• **DATA FOR THIS EXERCISE**
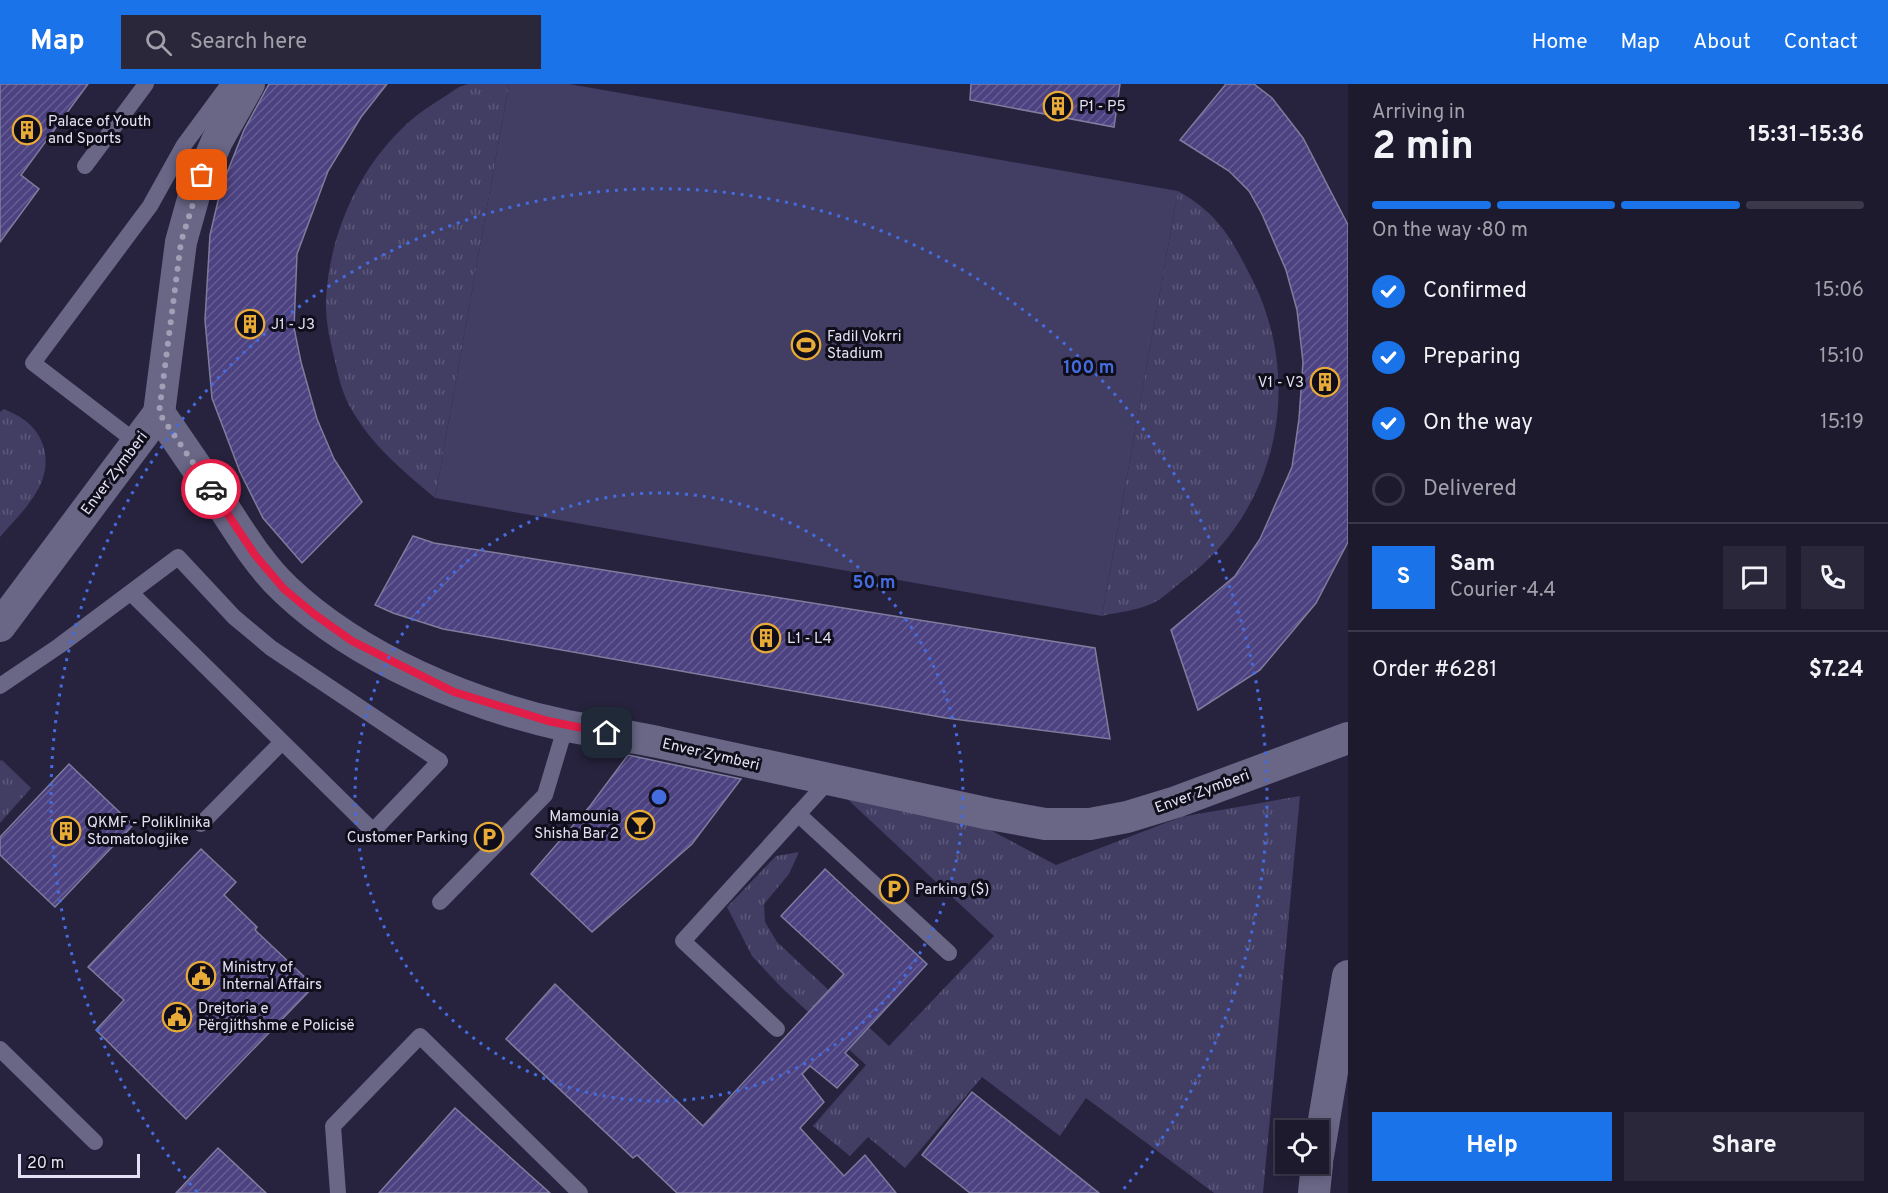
<!DOCTYPE html>
<meta charset="utf-8">
<style>
body{margin:0;font-family:Overpass,sans-serif;background:#2a273a;color:#f1f3f6;height:100vh;display:flex;flex-direction:column;font-size:22px;white-space:nowrap}
*{box-sizing:border-box;margin:0}
p{font-size:20px;color:#a0a1aa}
.icon{flex:none;width:33px;height:33px;fill:none;stroke:currentColor;stroke-width:2;stroke-linecap:round;stroke-linejoin:round}
.map{position:relative;flex:1;overflow:hidden}
.details{display:flex;flex-direction:column;background:#1d1a2e;width:540px}
.details>*{flex:none}
.buttons{position:absolute;left:1275px;top:1036px;display:grid;gap:12px}
.buttons a{display:grid;place-items:center;width:54px;height:54px;border-radius:0px;background:#1d1a2e;box-shadow:0 3px 9px #0003,0 0 0 2px #3b384a;font-size:30px}
.scale{position:absolute;left:18px;bottom:15px;width:122px;box-sizing:border-box;padding-left:6px;border:3px solid #e3e2f5;border-top:0;font-size:16px;line-height:21px;white-space:nowrap;color:#e3e2f5;-webkit-text-stroke:4px #100e1a;paint-order:stroke}
.pin{position:absolute;display:grid;place-items:center;width:51px;height:51px;color:#fff;margin:-26px;border-radius:12px;box-shadow:0 3px 9px #0006}
.courier{position:absolute;display:grid;place-items:center;width:60px;height:60px;margin:-30px;border:4px solid #e11d48;border-radius:50%;background:#fff;color:#222;box-shadow:0 2px 8px #0007}
.headline em{font-style:normal;font-weight:700}
.headline div{display:flex;flex-direction:column-reverse}
.headline{display:flex;align-items:center;justify-content:space-between;height:102px;padding:0 24px}
h1{font-size:39px;font-weight:700;line-height:45px}
.bar{display:grid;grid-template-columns:repeat(4,1fr);gap:9px 6px;align-content:center;height:72px;padding:0 24px}
.bar i{height:8px;border-radius:4px;background:#3b384a}
.bar .active{background:#1a73e8}
.bar p{grid-column:span 4}
.line{display:flex;align-items:center;gap:15px;padding:0 24px;border-top:2px solid #3b384a}
.line div{flex:1}
.round{display:grid;place-items:center;flex:none;width:63px;height:63px;border-radius:0px;background:#2a273a}
ol{padding:0 24px;list-style:none}
li{display:flex;align-items:center;gap:18px;height:66px}
li p{margin-inline-start:auto}
li .icon{padding:6px;border-radius:50%;background:#1a73e8;color:#fff;stroke-width:4}
li:last-child{color:#a0a1aa}
li i{width:33px;height:33px;border:3px solid #3b384a;border-radius:50%}
.action{display:flex;gap:12px;margin-top:auto;padding:12px 24px}
.action a{flex:1;height:69px;border-radius:0px;background:#1a73e8;color:#fff;font-size:24px;font-weight:700;line-height:69px;text-align:center}
.action a+a{background:#2a273a;color:#f1f3f6}
header{display:flex;align-items:center;gap:36px;box-sizing:border-box;height:84px;padding:0 30px;background:#1a73e8;color:#fff}
header strong{font-size:28px}
nav{display:flex;gap:33px;margin-inline-start:auto;font-size:21px}
.search{width:420px;height:54px;background:#2a273a;display:flex;align-items:center;gap:15px;box-sizing:border-box;padding:0 21px;border-radius:0px;color:#a0a1aa;font-size:22px}
main{display:flex;flex:1;min-height:0}
.map>svg:first-child{display:block}
.grass{fill:url(#grass-tufts)}
.garden{fill:#423d63}
.building{fill:url(#building-hatch);stroke:#7f7d9d;stroke-width:1.5}
.lines{fill:none;stroke-linecap:round;stroke-linejoin:round}
.lane{stroke:#696686;stroke-width:16}
.street{stroke:#696686;stroke-width:32}
.done{stroke:#a19fb5;stroke-width:6;stroke-dasharray:0 10.8}
.route{stroke:#e11d48;stroke-width:8}
.ring{fill:none;stroke:#456cde;stroke-width:3;stroke-dasharray:3 6}
.labels{text-anchor:middle;stroke-width:6;stroke-linejoin:round;paint-order:stroke}
.poi-label{font-size:15px;fill:#e3e2f5;stroke:#100e1a;text-anchor:start}
.street-label{font-size:15px;fill:#e3e2f5;stroke:#100e1a}
.centre{fill:#456cde;stroke:#100e1a;stroke-width:3}
.ring-label{font-size:18px;text-anchor:middle;font-weight:bold;fill:#456cde;stroke:#100e1a;stroke-width:6;stroke-linejoin:round;paint-order:stroke}
</style>
<header>
<strong>Map</strong>
<div class="search"><svg class="icon" aria-label="search" viewBox="0 0 24 24"><circle cx="10" cy="10" r="6"/><path d="M15 15l6 6"/></svg>Search here</div>
<nav><a>Home</a><a>Map</a><a>About</a><a>Contact</a></nav>
</header>
<main>
<div class="map">
<svg width="1348" height="1109" viewBox="0 0 1348 1109">
<defs>
<pattern id="grass-tufts" width="24" height="20" patternUnits="userSpaceOnUse" patternTransform="scale(1.5)"><rect width="24" height="20" fill="#423d63"/><path d="M3 7l-1-3M5 7V3M7 7l1-3M15 17l-1-3M17 17v-4M19 17l1-3" fill="none" stroke="#5d597a"/></pattern>
<pattern id="building-hatch" width="6" height="6" patternUnits="userSpaceOnUse" patternTransform="scale(1.5)"><rect width="6" height="6" fill="#4c4281"/><path d="M-1 1l2-2M0 6l6-6M5 7l2-2" fill="none" stroke="#665d93"/></pattern>
</defs>
<rect width="100%" height="100%" fill="#27233e"/>
<!-- grass -->
<g class="grass">
<path d="M468,0h41l-74,414c-34,-29 -65,-54 -86,-93 -7,-13 -11,-30 -14,-44 -5,-20 -10,-42 -9,-63 4,-66 34,-133 84,-177 15,-13 33,-23 49,-34z"/>
<path d="M1178,107c40,23 52,45 72,84 56,106 28,238 -70,308 -9,7 -19,17 -29,21 -15,7 -34,8 -49,12z"/>
<path d="M4,325c18,8 32,16 39,36 12,38 -20,65 -43,92v-125z"/>
<path d="M2,676l29,28 -31,35v-62z"/>
<path d="M843,711l121,21 92,49 125,-48 119,-21 -37,397h-49l-128,-95 -26,38 -78,-59 -77,91 -37,-31 -18,19 -37,-30 53,-61 -85,-78 -29,-31 -25,-49 49,-51 23,-4 -10,22 -25,30 1,18 12,20 112,104 105,-110z"/>
</g>
<!-- garden -->
<path class="garden" d="M509,0h60l609,107 -76,425 -667,-118z"/>
<!-- building -->
<g class="building">
<path d="M0,0h88l-67,91 18,14 -39,53z"/>
<path d="M269,0h118l-26,33 -33,54 -31,83 -3,74 7,34 16,57 17,40 28,43 -60,61 -39,-45 -23,-46 -28,-74 -7,-78 5,-85 11,-47 23,-58z"/>
<path d="M971,0h149l-6,43 -144,-27z"/>
<path d="M1226,0h28l18,14 31,40 45,87v317l-32,61 -56,67 -62,40 -27,-80 64,-54 25,-37 32,-72 7,-48 4,-57 -6,-52 -11,-40 -24,-56 -13,-23 -20,-20 -49,-31z"/>
<path d="M413,452l21,7 661,105 15,91 -164,-21 -503,-89 -50,-16 -18,-8z"/>
<path d="M628,671l113,24 -49,65 -100,88 -61,-58 59,-68z"/>
<path d="M69,680l64,61 -78,82 -55,-52v-18z"/>
<path d="M201,765l35,33 -12,13 33,32 -2,3 59,56 -128,133 -90,-89 28,-30 -36,-33z"/>
<path d="M825,785l102,95 -82,89 13,12 -21,23 -27,-22 -8,8 22,28 -24,26 44,48 21,-21 31,38h-219l-40,-38 -4,3 -127,-119 49,-55 148,142 141,-152 -63,-58z"/>
<path d="M972,1008l127,101h-129l-48,-38z"/>
<path d="M455,1024l95,85h-171z"/>
<path d="M218,1064l48,45h-90z"/>
</g>
<g class="lines">
<!-- lane -->
<g class="lane">
<path d="M85,82l61,-82"/>
<path d="M136,358l-103,-79 117,-157 34,-61 45,-61"/>
<path d="M0,602l59,-40 119,-89 56,60 37,31 169,113 -67,70 -242,-238"/>
<path d="M798,730l151,139"/>
<path d="M201,740l81,-82"/>
<path d="M440,818l105,-107 21,-70"/>
<path d="M777,945l-94,-88 148,-163"/>
<path d="M0,965l95,93"/>
<path d="M338,1109l-5,-67 87,-90 160,157"/>
</g>
<!-- street -->
<g class="street">
<path d="M159,329c21,30 42,61 63,92 19,29 38,61 64,85 73,69 184,115 281,136 32,6 64,10 95,17 109,24 219,47 328,71l55,10h45l37,-7 49,-15 172,-64"/>
<path d="M159,329l22,-171 14,-50 22,-51 32,-57"/>
<path d="M0,542l159,-213"/>
<path d="M1318,1072l30,-180"/>
<path d="M1314,1109l3,-29"/>
</g>
</g>
<g class="lines">
<!-- done -->
<path class="done" d="M202,91l-21,67 -22,171 52,76"/>
<!-- route -->
<path class="route" d="M211,405l44,66 29,34 30,25 38,27 102,51 94,29 59,12"/>
</g>
<!-- distance rings -->
<g class="ring">
<circle cx="659" cy="713" r="304"/>
<path d="M197 1108A608 608 0 1 1 1121 1108"/>
</g>
<!-- icons -->
<defs>
<g id="building-ring" transform="scale(1.5)"><circle r="9.5" fill="#100e1a" stroke="#e8ab37" stroke-width="1.5"/><path d="M-4-6H4V6H1V3H-1V6H-4ZM-2.5-4.3h1.7v1.8h-1.7ZM.8-4.3h1.7v1.8H.8ZM-2.5-1h1.7V.8h-1.7ZM.8-1h1.7V.8H.8Z" fill="#e8ab37"/></g>
<g id="stadium-ring" transform="scale(1.5)"><circle r="9.5" fill="#100e1a" stroke="#e8ab37" stroke-width="1.5"/><path d="M0-5a6.5 5 0 1 0 0 10a6.5 5 0 1 0 0-10ZM-3.5-1.8h7v3.6h-7Z" fill="#e8ab37"/></g>
<g id="bar-ring" transform="scale(1.5)"><circle r="9.5" fill="#100e1a" stroke="#e8ab37" stroke-width="1.5"/><path d="M-6-5H6L.8 .8V4.5H3.5V6h-7V4.5H-.8V.8Z" fill="#e8ab37"/></g>
<g id="parking-ring" transform="scale(1.5)"><circle r="9.5" fill="#100e1a" stroke="#e8ab37" stroke-width="1.5"/><path d="M-3.5-5.5H1a3.5 3.5 0 0 1 0 7H-1V5.5H-3.5ZM-1-3.4V-.6H.8a1.4 1.4 0 0 0 0-2.8Z" fill="#e8ab37"/></g>
<g id="civic-ring" transform="scale(1.5)"><circle r="9.5" fill="#100e1a" stroke="#e8ab37" stroke-width="1.5"/><path d="M-.6-6.5H3V-4.5H.6V-3L4-1V1h2V6H-6V1h2V-1L-.6-3ZM-1.2 2.5V6h2.4V2.5Z" fill="#e8ab37"/></g>
</defs>
<g fill-rule="evenodd">
<use href="#building-ring" x="1058" y="22"/>
<use href="#building-ring" x="27" y="46"/>
<use href="#building-ring" x="250" y="240"/>
<use href="#stadium-ring" x="806" y="261"/>
<use href="#building-ring" x="1325" y="298"/>
<use href="#building-ring" x="766" y="554"/>
<use href="#bar-ring" x="640" y="741"/>
<use href="#building-ring" x="66" y="747"/>
<use href="#parking-ring" x="489" y="753"/>
<use href="#parking-ring" x="894" y="805"/>
<use href="#civic-ring" x="201" y="892"/>
<use href="#civic-ring" x="177" y="933"/>
</g>
<g class="labels">
<!-- poi labels -->
<g class="poi-label">
<text x="1079" y="27">P1 - P5</text>
<text x="48" y="42">Palace of Youth<tspan x="48" dy="17">and Sports</tspan></text>
<text x="271" y="245">J1 - J3</text>
<text x="827" y="257">Fadil Vokrri<tspan x="827" dy="17">Stadium</tspan></text>
<text x="1304" y="303" text-anchor="end">V1 - V3</text>
<text x="787" y="559">L1 - L4</text>
<text x="619" y="737" text-anchor="end">Mamounia<tspan x="619" dy="17">Shisha Bar 2</tspan></text>
<text x="87" y="743">QKMF - Poliklinika<tspan x="87" dy="17">Stomatologjike</tspan></text>
<text x="468" y="758" text-anchor="end">Customer Parking</text>
<text x="915" y="810">Parking ($)</text>
<text x="222" y="888">Ministry of<tspan x="222" dy="17">Internal Affairs</tspan></text>
<text x="198" y="929">Drejtoria e<tspan x="198" dy="17">Përgjithshme e Policisë</tspan></text>
</g>
<!-- street labels -->
<g class="street-label">
<text transform="translate(114 389) rotate(-53)" y="5">Enver Zymberi</text>
<text transform="translate(711 670) rotate(13)" y="5">Enver Zymberi</text>
<text transform="translate(1202 707) rotate(-20)" y="5">Enver Zymberi</text>
</g>
</g>
<circle cx="659" cy="713" r="9" class="centre"/>
<g class="ring-label">
<text x="1089" y="289">100 m</text>
<text x="874" y="504">50 m</text>
</g>
</svg>
<div class="buttons">
<a><svg class="icon" aria-label="locate" viewBox="0 0 24 24"><circle cx="12" cy="12" r="6"/><path d="M12 2v4M12 18v4M2 12h4M18 12h4"/></svg></a>
</div>
<div class="scale">20 m</div>
<div class="pin" style="left:202px;top:91px;background:#ea580c"><svg class="icon" aria-label="bag" viewBox="0 0 24 24"><path d="M5 8h14l-1 12H6zM9 8a3 3 0 0 1 6 0"/></svg></div>
<div class="pin" style="left:607px;top:649px;background:#1f2937"><svg class="icon" aria-label="home" viewBox="0 0 24 24"><path d="M3 11l9-7 9 7M6 9v11h12V9"/></svg></div>
<div class="courier" style="left:211px;top:405px"><svg class="icon" aria-label="car" viewBox="0 0 24 24"><path d="M5 17H2v-5l4-1 3-4h7l3 4 3 1v5h-3M9 17h6M6 11h13"/><circle cx="7" cy="17" r="2"/><circle cx="17" cy="17" r="2"/></svg></div>
</div>
<section class="details">
<div class="headline"><div><h1>2 min</h1><p>Arriving in</p></div><em>15:31–15:36</em></div>
<div class="bar"><i class="active"></i><i class="active"></i><i class="active"></i><i></i><p>On the way · 80 m</p></div>
<ol>
<li><svg class="icon" aria-label="check" viewBox="0 0 24 24"><path d="M5 12l5 5 9-10"/></svg>Confirmed<p>15:06</p></li>
<li><svg class="icon" aria-label="check" viewBox="0 0 24 24"><path d="M5 12l5 5 9-10"/></svg>Preparing<p>15:10</p></li>
<li><svg class="icon" aria-label="check" viewBox="0 0 24 24"><path d="M5 12l5 5 9-10"/></svg>On the way<p>15:19</p></li>
<li><i></i>Delivered</li>
</ol>
<div class="line" style="height:108px"><b class="round" style="background:#1a73e8;color:#fff">S</b><div><b>Sam</b><p>Courier · 4.4</p></div><a class="round"><svg class="icon" aria-label="chat" viewBox="0 0 24 24"><path d="M4 5h16v11H9l-5 4z"/></svg></a><a class="round"><svg class="icon" aria-label="phone" viewBox="0 0 24 24"><path d="M5 4h4l2 5-3 2q2 4 5 5l2-3 5 2v4C11 20 4 13 5 4z"/></svg></a></div>
<div class="line" style="height:78px"><div>Order #6281</div><b>$7.24</b></div>
<div class="action"><a>Help</a><a>Share</a></div>
</section>
</main>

• **BRIEF**
In the listing above, find each line with the word "Enver" and copy it.

• **ANSWER SPACE**
<text transform="translate(114 389) rotate(-53)" y="5">Enver Zymberi</text>
<text transform="translate(711 670) rotate(13)" y="5">Enver Zymberi</text>
<text transform="translate(1202 707) rotate(-20)" y="5">Enver Zymberi</text>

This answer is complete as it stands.